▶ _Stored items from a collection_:
---

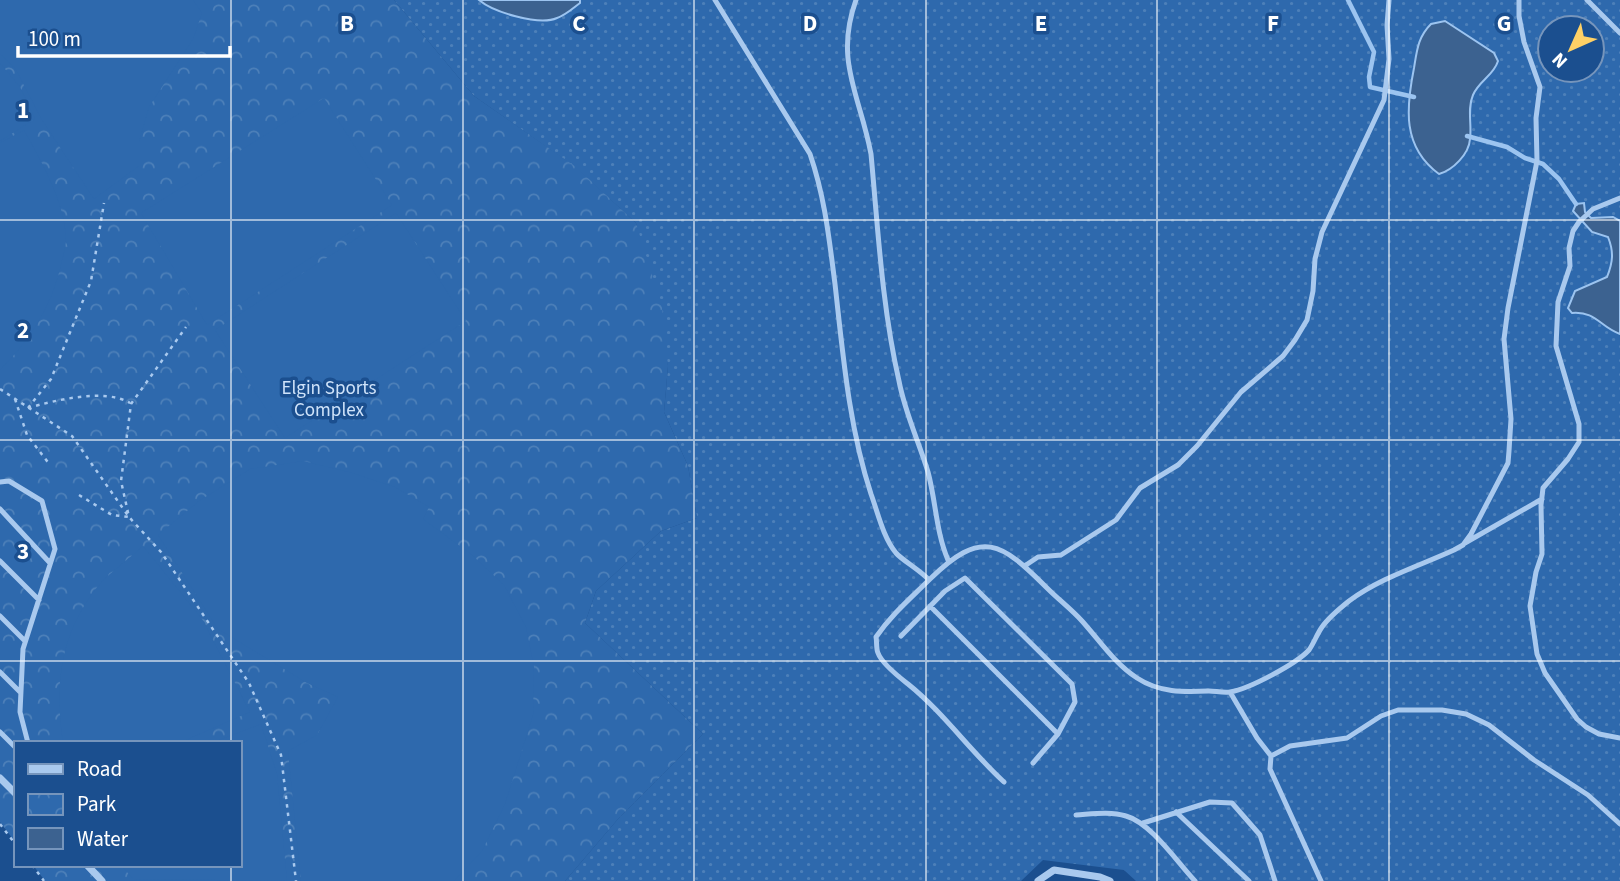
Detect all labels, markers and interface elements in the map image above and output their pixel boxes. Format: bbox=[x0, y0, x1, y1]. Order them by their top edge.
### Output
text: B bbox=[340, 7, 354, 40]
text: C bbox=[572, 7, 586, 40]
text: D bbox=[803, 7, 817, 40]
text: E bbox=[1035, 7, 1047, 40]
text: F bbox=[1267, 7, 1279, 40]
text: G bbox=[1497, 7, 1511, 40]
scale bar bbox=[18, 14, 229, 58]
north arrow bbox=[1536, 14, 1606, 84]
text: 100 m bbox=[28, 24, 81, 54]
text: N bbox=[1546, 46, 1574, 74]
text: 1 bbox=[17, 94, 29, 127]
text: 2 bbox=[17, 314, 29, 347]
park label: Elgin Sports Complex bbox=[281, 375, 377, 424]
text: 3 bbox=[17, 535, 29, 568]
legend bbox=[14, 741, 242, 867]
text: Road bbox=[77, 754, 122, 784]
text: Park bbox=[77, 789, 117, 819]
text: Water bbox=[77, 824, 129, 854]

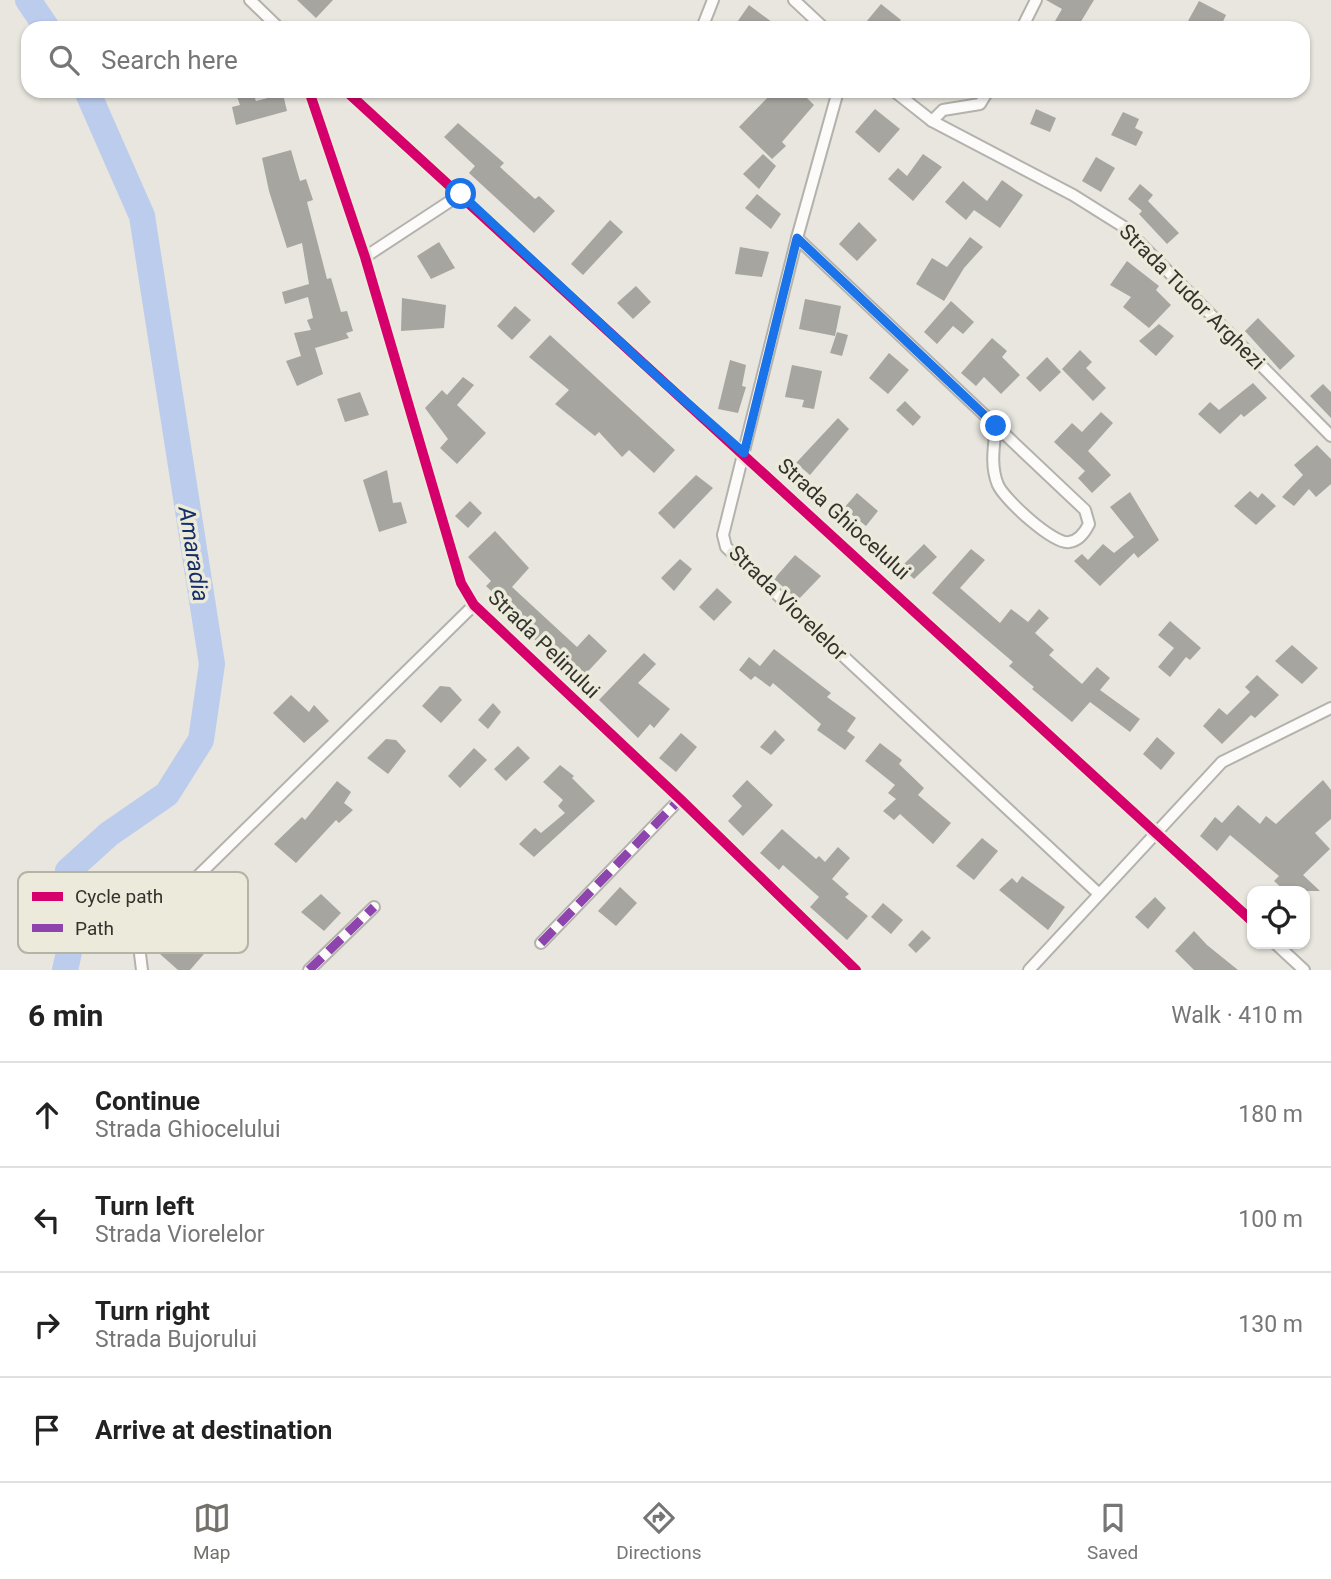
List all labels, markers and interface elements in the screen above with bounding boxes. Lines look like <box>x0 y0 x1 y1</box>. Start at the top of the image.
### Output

---

▶ _TASK STATEMENT_: Please repeat every record exactly, leaving the pictures out.

▶ _SOLUTION TO THIS TASK_:
Detect all labels, markers and interface elements in the map image above and output their pixel boxes. Format: bbox=[x0, y0, x1, y1]. Order them by their top edge.
### Output
text: B bbox=[340, 7, 354, 40]
text: C bbox=[572, 7, 586, 40]
text: D bbox=[803, 7, 817, 40]
text: E bbox=[1035, 7, 1047, 40]
text: F bbox=[1267, 7, 1279, 40]
text: G bbox=[1497, 7, 1511, 40]
scale bar bbox=[18, 14, 229, 58]
north arrow bbox=[1536, 14, 1606, 84]
text: 100 m bbox=[28, 24, 81, 54]
text: N bbox=[1546, 46, 1574, 74]
text: 1 bbox=[17, 94, 29, 127]
text: 2 bbox=[17, 314, 29, 347]
park label: Elgin Sports Complex bbox=[281, 375, 377, 424]
text: 3 bbox=[17, 535, 29, 568]
legend bbox=[14, 741, 242, 867]
text: Road bbox=[77, 754, 122, 784]
text: Park bbox=[77, 789, 117, 819]
text: Water bbox=[77, 824, 129, 854]

List all labels, markers and interface elements in the screen above with bounding boxes. Lines look like <box>x0 y0 x1 y1</box>. Start at the top of the image.
### Output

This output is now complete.